View the 2012 Selected Partners by clicking on the + next to each name.
Green Doors received a $50,000 award to provide on-site supportive housing services to residents of its permanent supportive housing in Austin, Texas. Grant funds are helping to provide supportive housing services to 75 residents of three Green Doors properties: Pecan Springs Commons in Northeast Austin, Glen Oaks Corner in Central East Austin, and Treaty Oaks in South Central Austin. Residents at Green Doors properties all have a disability and earn no more than 30% of the area’s median family income. Green Doors’ supportive housing services are grounded on three components: (1) case management, (2) training and effective community support utilization, and (3) housing stability support. With funding from the Texas Foundations Fund, Green Doors will equip its residents with the tools they need to maintain stable housing and become financially self-sufficient.
Foundation Communities is utilizing a $50,000 award to fund on-site supportive housing services for the residents of multifamily apartment complexes in Austin, Texas. The grant is enabling Foundation Communities to enhance supportive housing services for two specific populations at risk of homelessness: homeless single adults and homeless families with children. Foundation Communities serves 582 individuals and 129 families through these supportive housing services programs each year. This grant supports the direct costs associated with the provision of supportive housing services, including the salaries of the Supportive Service Coordinators, Case Managers and the Director of Supportive Housing.
MET received a $50,000 award to perform critical repairs on ten farmworker owner-occupied homes in Willacy, Starr, Zavala, Maverick, and Dimmitt counties. MET is focusing these funds on houses that are severely substandard and require significant resources to bring homes up to standard. MET is leveraging their Texas Foundations Fund grant with $60,000 from their Migrant & Seasonal Farmworker Housing Assistance Program, which is funded by the U.S. Department of Labor Migrant and Seasonal Farmworker Jobs Program. Together, these funding sources are helping MET provide $11,000 in repairs for each household.

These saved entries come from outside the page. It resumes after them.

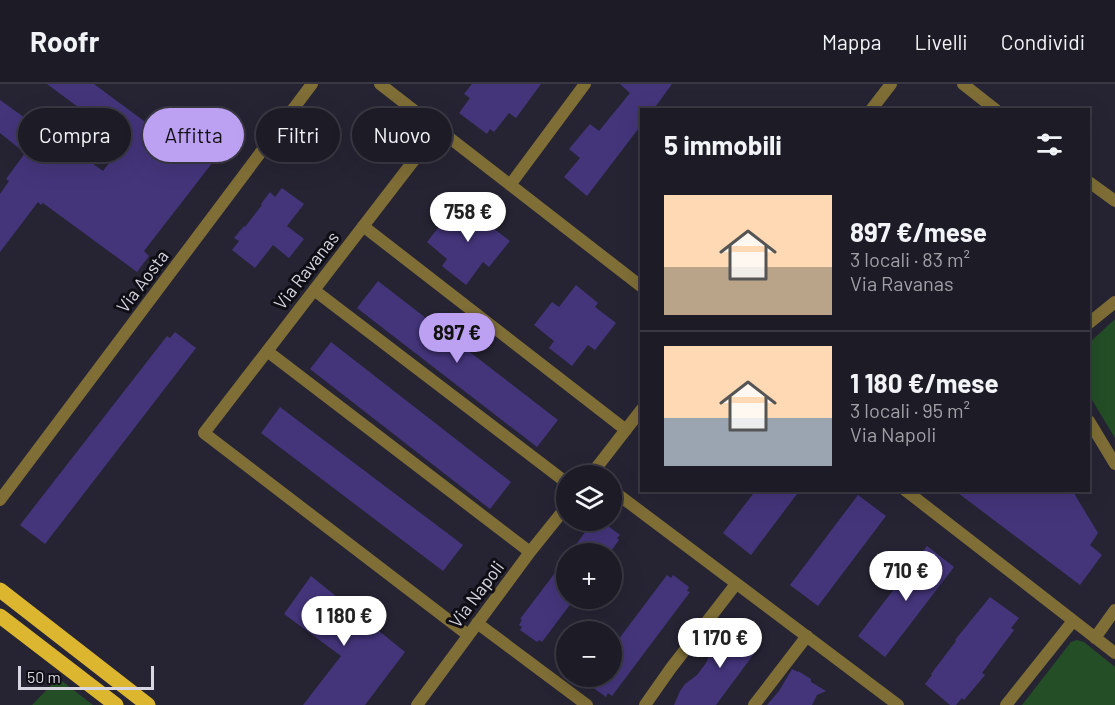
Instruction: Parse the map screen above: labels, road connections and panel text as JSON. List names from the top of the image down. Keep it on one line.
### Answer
{"streets":{"street":["Via Ravanas","Via Aosta","Via Napoli"]},"crossings":[["Via Ravanas","Via Napoli"]],"scale_bar":"50 m","page":{"header":"Roofr","nav":["Mappa","Livelli","Condividi"],"chip":["Compra","Affitta","Filtri","Nuovo"],"heading":"5 immobili","list":[{"name":"897 €/mese","note":"3 locali · 83 m² · Via Ravanas"},{"name":"1 180 €/mese","note":"3 locali · 95 m² · Via Napoli"}],"price":["758 €","897 €","710 €","1 180 €","1 170 €"],"map_buttons":["+","−"],"scale":"50 m"}}
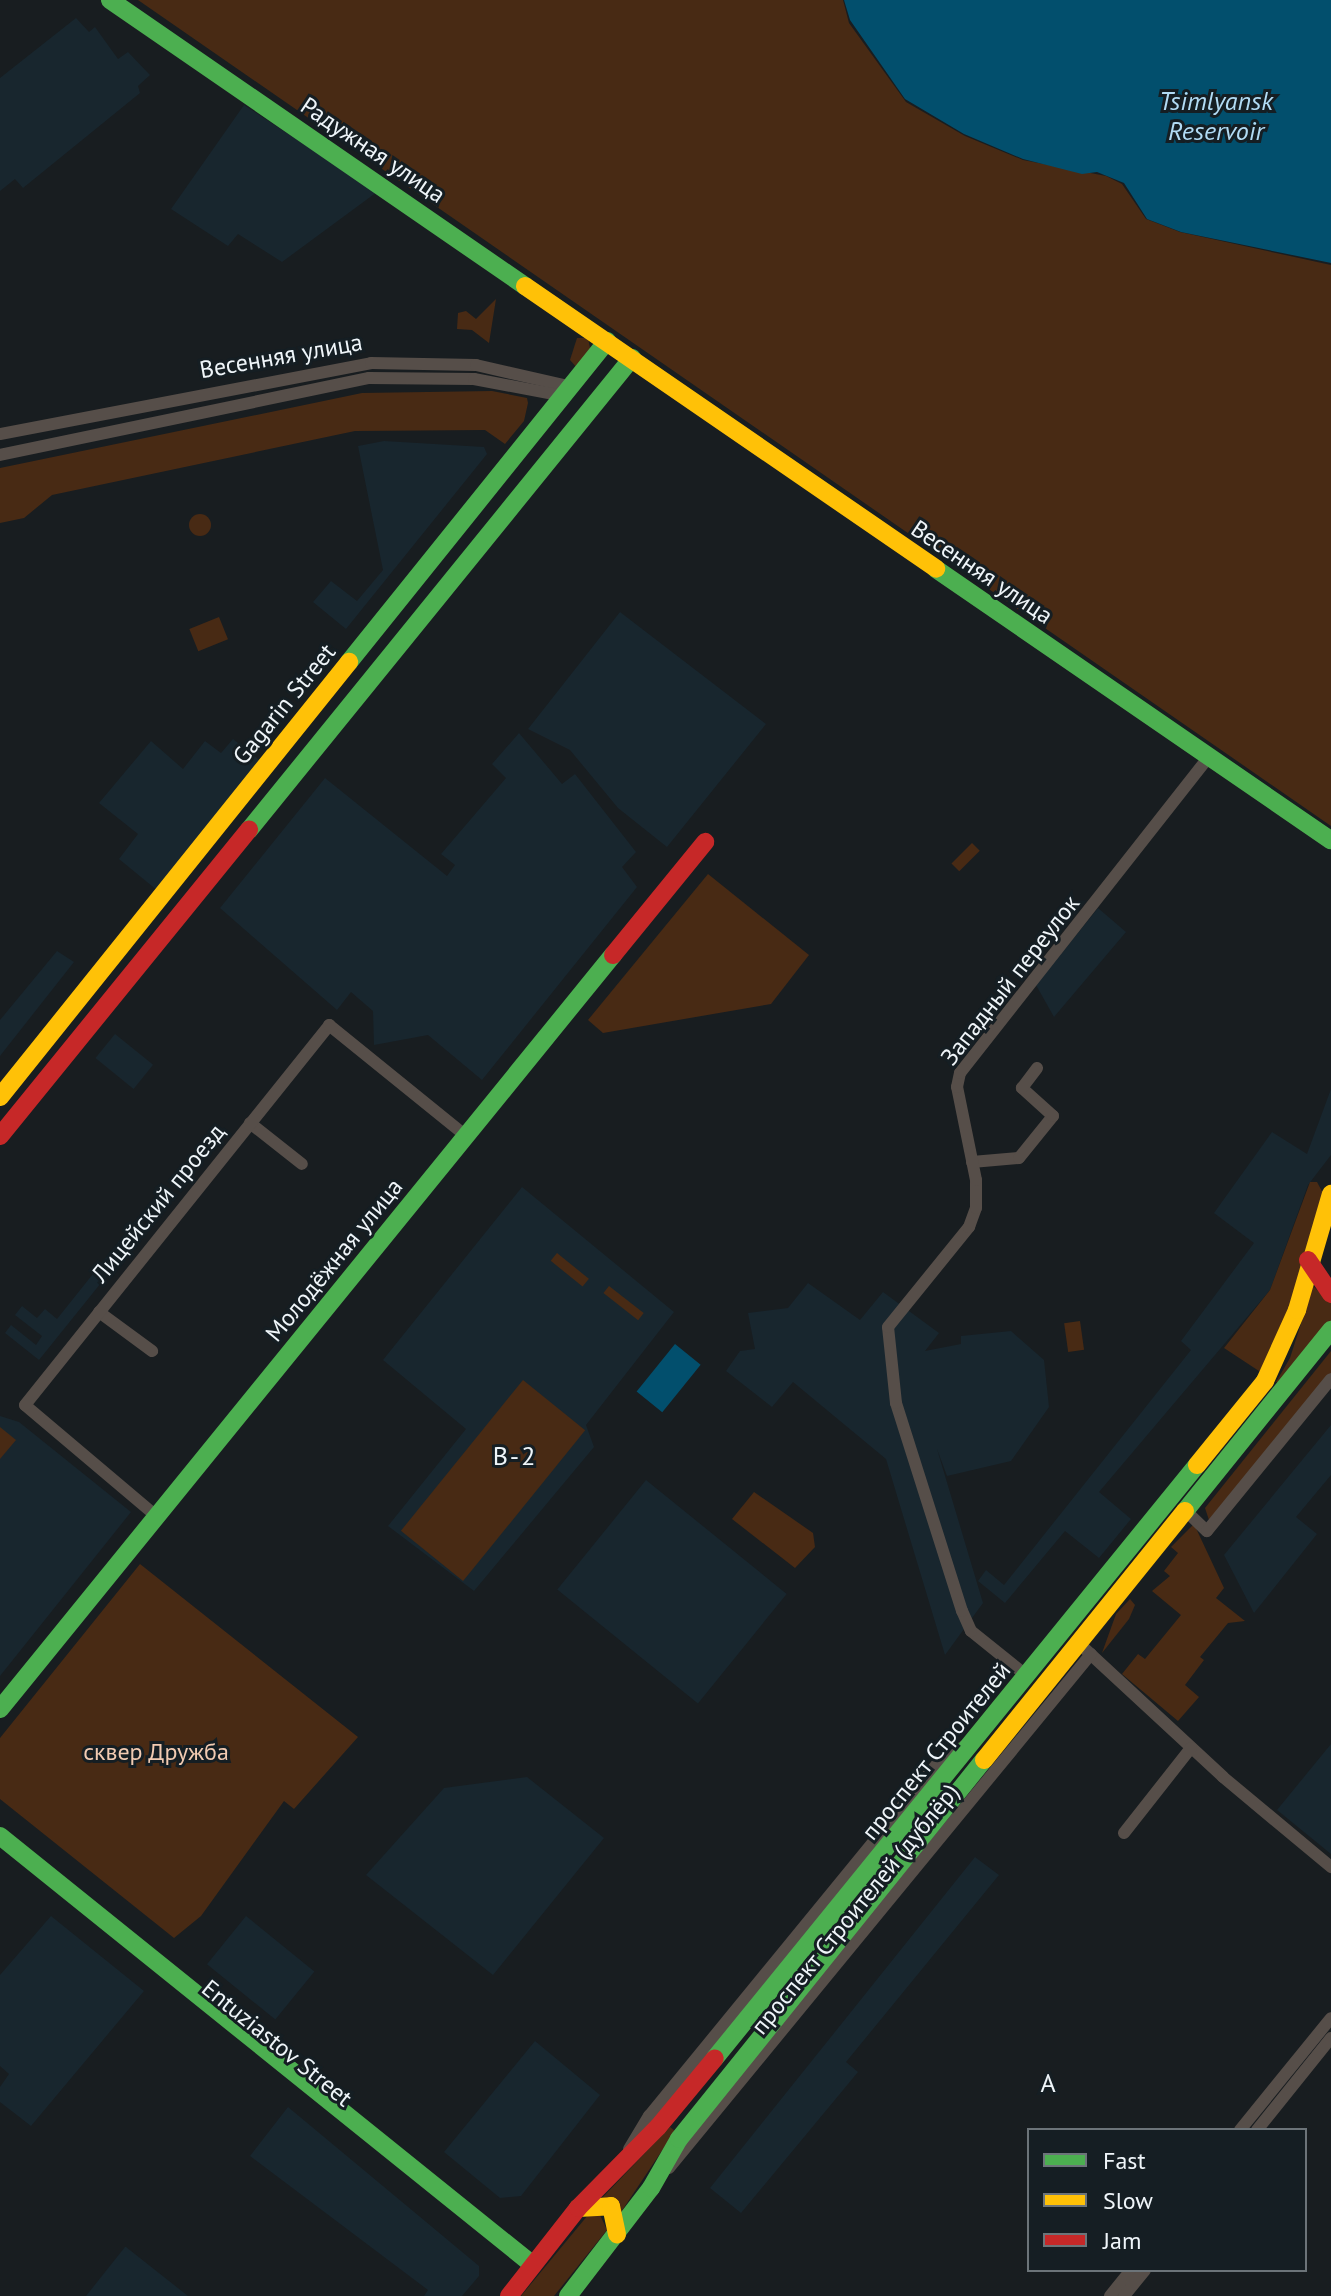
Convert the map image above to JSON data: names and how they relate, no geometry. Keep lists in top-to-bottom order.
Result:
{
  "streets": {
    "street": [
      "Радужная улица",
      "Весенняя улица",
      "Gagarin Street",
      "Западный переулок",
      "Лицейский проезд",
      "Молодёжная улица",
      "проспект Строителей",
      "Entuziastov Street"
    ]
  },
  "crossings": [
    ["Радужная улица", "Весенняя улица"],
    ["Радужная улица", "Gagarin Street"],
    ["Весенняя улица", "Gagarin Street"],
    ["Весенняя улица", "Западный переулок"],
    ["Западный переулок", "проспект Строителей"],
    ["Лицейский проезд", "Молодёжная улица"],
    ["проспект Строителей", "Entuziastov Street"]
  ],
  "districts": ["В-2", "А"],
  "water": ["Tsimlyansk Reservoir"],
  "parks": ["сквер Дружба"],
  "legend": ["Fast", "Slow", "Jam"]
}
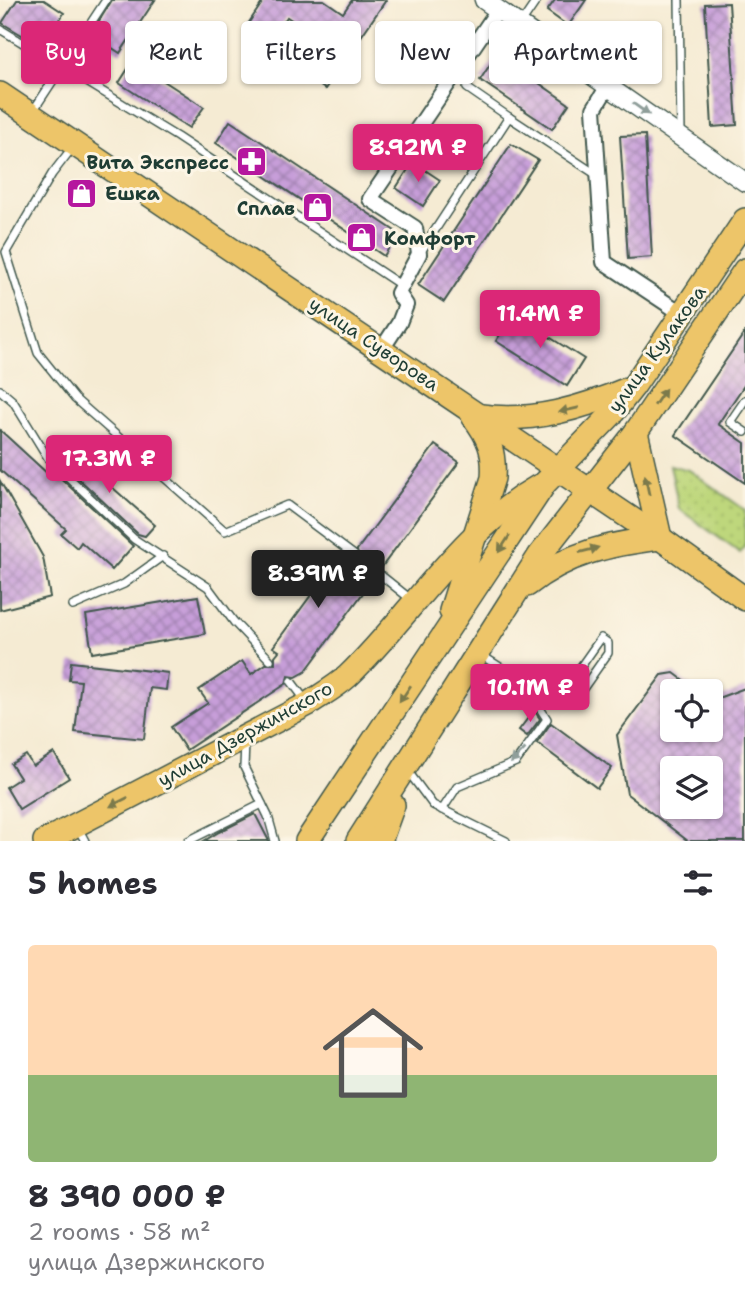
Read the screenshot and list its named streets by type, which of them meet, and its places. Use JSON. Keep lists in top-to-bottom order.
{
  "streets": {
    "main road": ["улица Суворова", "улица Кулакова", "улица Дзержинского"]
  },
  "crossings": [
    ["улица Суворова", "улица Кулакова"],
    ["улица Суворова", "улица Дзержинского"],
    ["улица Кулакова", "улица Дзержинского"]
  ],
  "places": {
    "pharmacy": ["Вита Экспресс"],
    "shop": ["Ешка", "Сплав", "Комфорт"]
  },
  "page": {
    "chip": [
      "Buy",
      "Rent",
      "Filters",
      "New",
      "Apartment"
    ],
    "price": [
      "8.92M ₽",
      "11.4M ₽",
      "17.3M ₽",
      "8.39M ₽",
      "10.1M ₽"
    ],
    "heading": "5 homes",
    "list": [
      {
        "name": "8 390 000 ₽",
        "note": "2 rooms · 58 m² · улица Дзержинского"
      }
    ]
  }
}
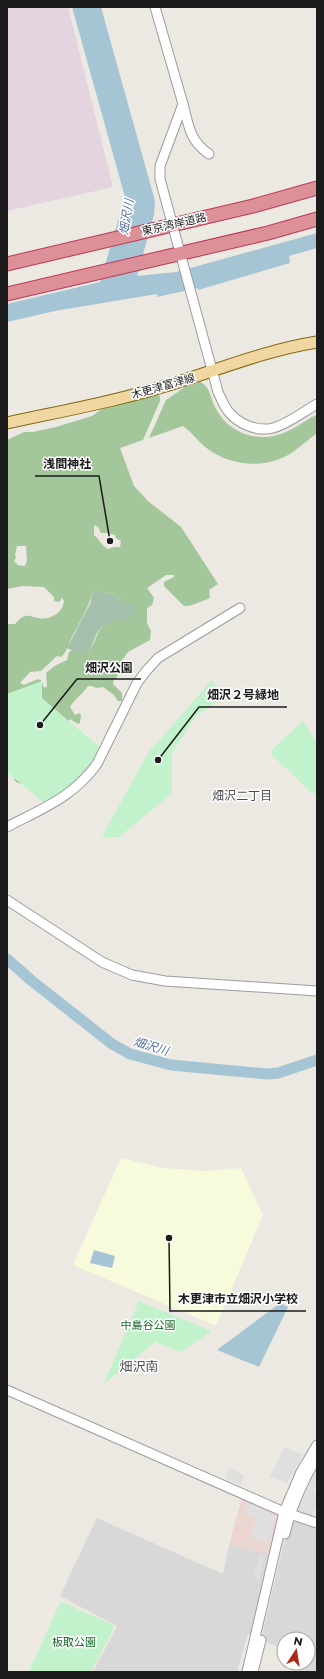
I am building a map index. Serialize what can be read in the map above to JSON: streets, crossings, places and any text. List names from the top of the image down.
{
  "streets": {
    "highway": ["東京湾岸道路"],
    "main road": ["木更津富津線"]
  },
  "districts": ["畑沢二丁目", "畑沢南"],
  "water": ["畑沢川"],
  "parks": ["中島谷公園", "板取公園"],
  "places": [
    "浅間神社",
    "畑沢公園",
    "畑沢２号緑地",
    "木更津市立畑沢小学校"
  ],
  "north": "top"
}
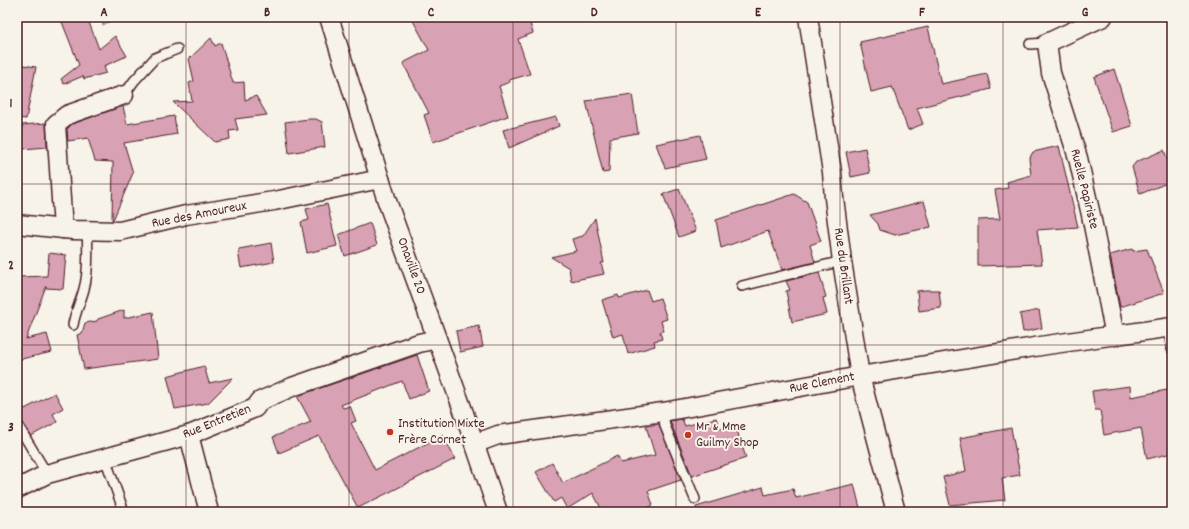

Austin Habitat for Humanity was awarded $30,000 to provide critical home repairs for at leastthree households through its Home Repair Program. Through this program, Austin Habitat for Humanity assists very low-income homeowners whose homes have structural deficiencies, and safety, accessibility and livability issues. Based on previous critical home repair projects, Austin Habitat for Humanity anticipated that each home repair will cost approximately $10,000. All households assisted with funding from the Texas Foundations Fund have at least one household member with a disability.
Brazos Valley Affordable Housing Corporation is using its $30,000 award to provide home repairs that alleviate health and safety concerns and enable elderly and disabled homeowners to stay in their homes longer with greater safety and comfort. To complete these home repairs, Brazos Valley Affordable Housing Corporation is partnering with the Area Agency on Aging as well as licensed contractors interesting in donating their time and materials. The Texas Foundations Fund award is funding critical home repairs for seven very low-income homeowners living in Brazos, Burleson, Grimes, Leon, Madison, Robertson and Washington counties.
Easter Seals Central Texas received a $30,000 award to provide accessibility modifications through its Critical Home Accessibility Modifications Program (CHAMP). CHAMP is designed so that homeowners who have a family member with a disability can secure critical home rehabilitation assistance. These home modifications directly benefit persons with disabilities by making their homes safe and more accessible, thereby promoting their independence and selfsufficiency and fostering their ability to remain in their own home. Easter Seals is serving four very low-income households in Central Texas with this award.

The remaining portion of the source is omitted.